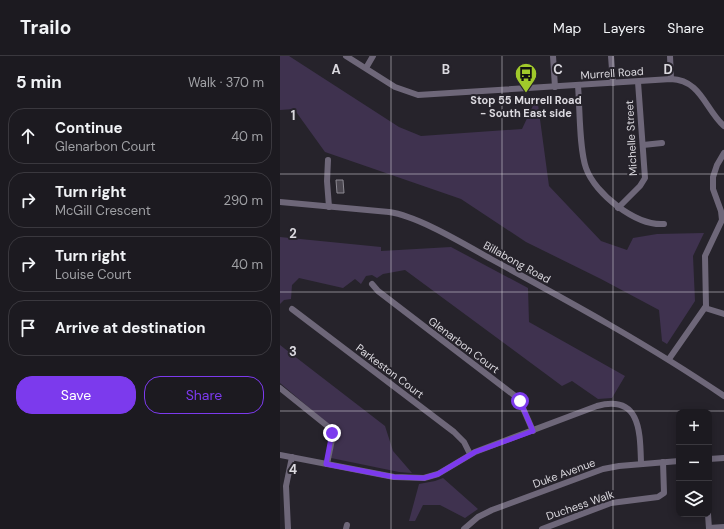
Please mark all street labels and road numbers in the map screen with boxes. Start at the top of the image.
street label: Murrell Road [580,64,644,82]
street label: Michelle Street [622,100,640,176]
street label: Billabong Road [481,238,553,286]
street label: Glenarbon Court [426,314,502,376]
street label: Parkeston Court [353,341,427,401]
street label: Duke Avenue [531,455,597,491]
street label: Duchess Walk [544,487,616,523]

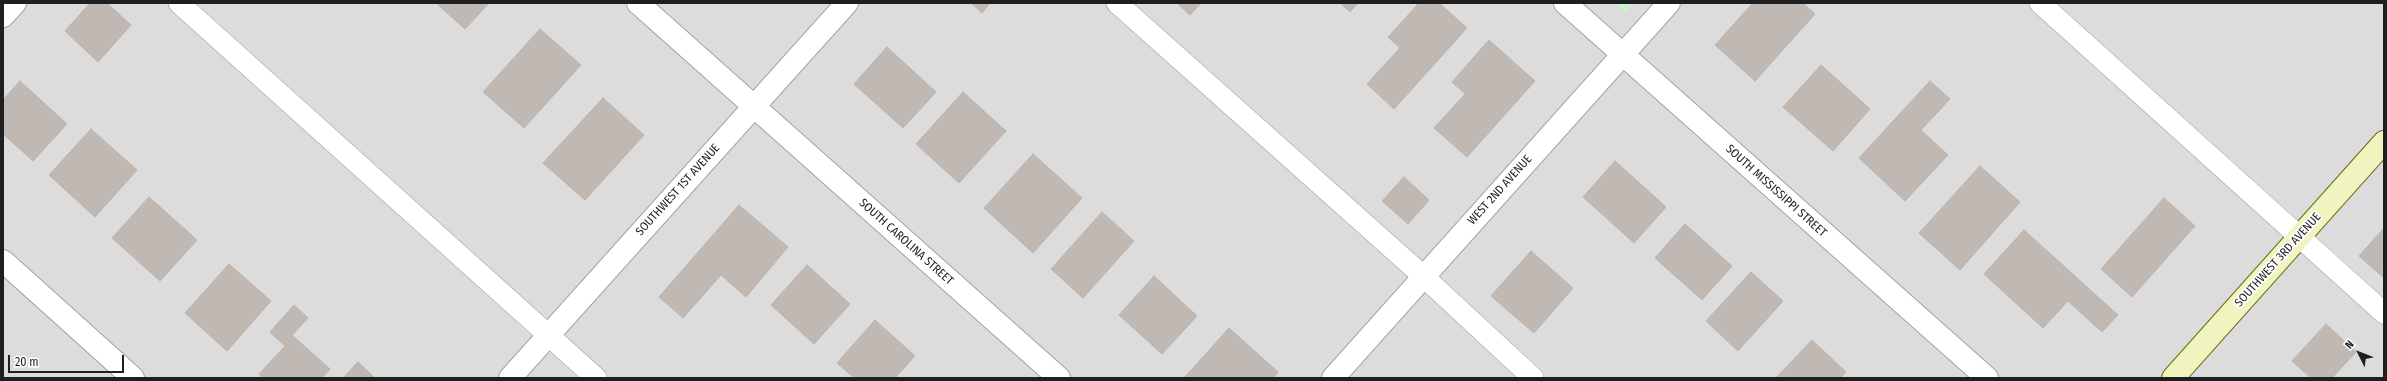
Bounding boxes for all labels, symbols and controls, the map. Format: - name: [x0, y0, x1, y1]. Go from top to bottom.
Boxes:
- street label: SOUTHWEST 1ST AVENUE: [633, 141, 723, 239]
- street label: SOUTH MISSISSIPPI STREET: [1723, 142, 1829, 240]
- street label: WEST 2ND AVENUE: [1465, 152, 1535, 228]
- street label: SOUTH CAROLINA STREET: [856, 196, 956, 288]
- street label: SOUTHWEST 3RD AVENUE: [2232, 210, 2324, 310]
- north arrow: [2339, 333, 2379, 373]
- text: N: [2343, 338, 2357, 351]
- scale bar: [10, 347, 126, 373]
- text: 20 m: [15, 355, 39, 369]

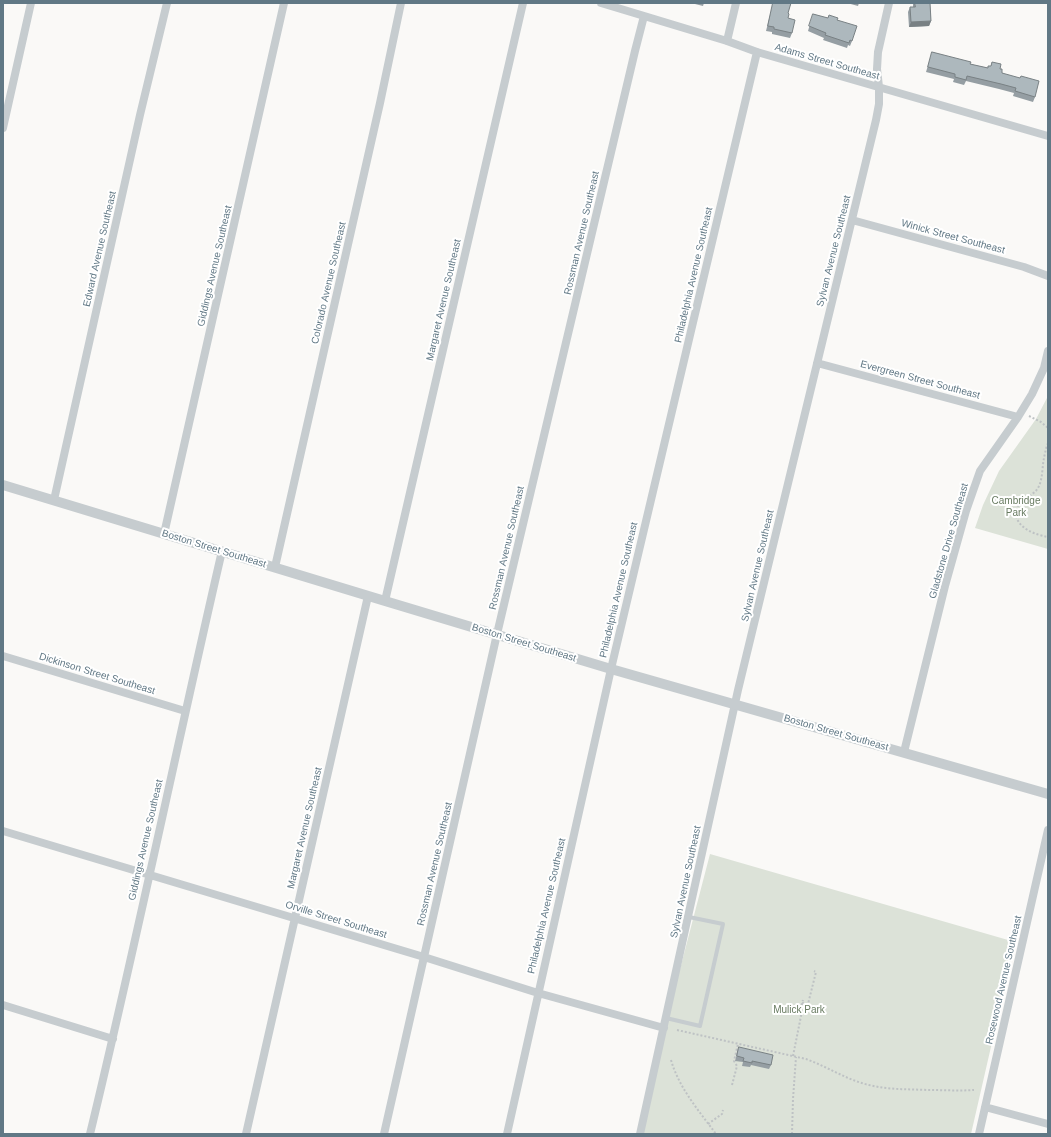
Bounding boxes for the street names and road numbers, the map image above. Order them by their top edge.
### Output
street label: Adams Street Southeast [773,41,881,83]
street label: Rossman Avenue Southeast [562,170,602,296]
street label: Edward Avenue Southeast [81,190,119,308]
street label: Sylvan Avenue Southeast [814,194,854,308]
street label: Giddings Avenue Southeast [195,204,235,328]
street label: Philadelphia Avenue Southeast [673,206,715,344]
street label: Winick Street Southeast [900,217,1006,257]
street label: Colorado Avenue Southeast [309,221,349,345]
street label: Margaret Avenue Southeast [424,238,464,362]
street label: Evergreen Street Southeast [859,358,981,402]
street label: Gladstone Drive Southeast [927,482,971,600]
street label: Rossman Avenue Southeast [487,485,527,611]
street label: Sylvan Avenue Southeast [739,509,777,623]
street label: Philadelphia Avenue Southeast [598,521,640,659]
street label: Boston Street Southeast [160,527,268,571]
street label: Boston Street Southeast [470,621,578,665]
street label: Dickinson Street Southeast [38,651,156,697]
street label: Boston Street Southeast [782,712,890,754]
street label: Margaret Avenue Southeast [285,766,325,890]
street label: Giddings Avenue Southeast [126,778,166,902]
street label: Rossman Avenue Southeast [415,801,455,927]
street label: Sylvan Avenue Southeast [668,825,704,939]
street label: Philadelphia Avenue Southeast [526,837,568,975]
street label: Orville Street Southeast [284,899,388,941]
street label: Rosewood Avenue Southeast [983,915,1025,1045]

=======

● WORK TO COMPLETE
With the pictures omitted, reproduce the records in full and exactly.

● ANSWER FOR THE TASK
Please mark all street labels and road numbers in the map screen with boxes. Start at the top of the image.
street label: Murrell Road [580,64,644,82]
street label: Michelle Street [622,100,640,176]
street label: Billabong Road [481,238,553,286]
street label: Glenarbon Court [426,314,502,376]
street label: Parkeston Court [353,341,427,401]
street label: Duke Avenue [531,455,597,491]
street label: Duchess Walk [544,487,616,523]

Bounding boxes for all labels, symbols and controls, the map. Format: - name: [x0, y0, x1, y1]. Go from top to bottom.
Boxes:
- street label: SOUTHWEST 1ST AVENUE: [633, 141, 723, 239]
- street label: SOUTH MISSISSIPPI STREET: [1723, 142, 1829, 240]
- street label: WEST 2ND AVENUE: [1465, 152, 1535, 228]
- street label: SOUTH CAROLINA STREET: [856, 196, 956, 288]
- street label: SOUTHWEST 3RD AVENUE: [2232, 210, 2324, 310]
- north arrow: [2339, 333, 2379, 373]
- text: N: [2343, 338, 2357, 351]
- scale bar: [10, 347, 126, 373]
- text: 20 m: [15, 355, 39, 369]

Bounding boxes for the street names and road numbers, the map image above. Order them by their top edge.
### Output
street label: Adams Street Southeast [773,41,881,83]
street label: Rossman Avenue Southeast [562,170,602,296]
street label: Edward Avenue Southeast [81,190,119,308]
street label: Sylvan Avenue Southeast [814,194,854,308]
street label: Giddings Avenue Southeast [195,204,235,328]
street label: Philadelphia Avenue Southeast [673,206,715,344]
street label: Winick Street Southeast [900,217,1006,257]
street label: Colorado Avenue Southeast [309,221,349,345]
street label: Margaret Avenue Southeast [424,238,464,362]
street label: Evergreen Street Southeast [859,358,981,402]
street label: Gladstone Drive Southeast [927,482,971,600]
street label: Rossman Avenue Southeast [487,485,527,611]
street label: Sylvan Avenue Southeast [739,509,777,623]
street label: Philadelphia Avenue Southeast [598,521,640,659]
street label: Boston Street Southeast [160,527,268,571]
street label: Boston Street Southeast [470,621,578,665]
street label: Dickinson Street Southeast [38,651,156,697]
street label: Boston Street Southeast [782,712,890,754]
street label: Margaret Avenue Southeast [285,766,325,890]
street label: Giddings Avenue Southeast [126,778,166,902]
street label: Rossman Avenue Southeast [415,801,455,927]
street label: Sylvan Avenue Southeast [668,825,704,939]
street label: Philadelphia Avenue Southeast [526,837,568,975]
street label: Orville Street Southeast [284,899,388,941]
street label: Rosewood Avenue Southeast [983,915,1025,1045]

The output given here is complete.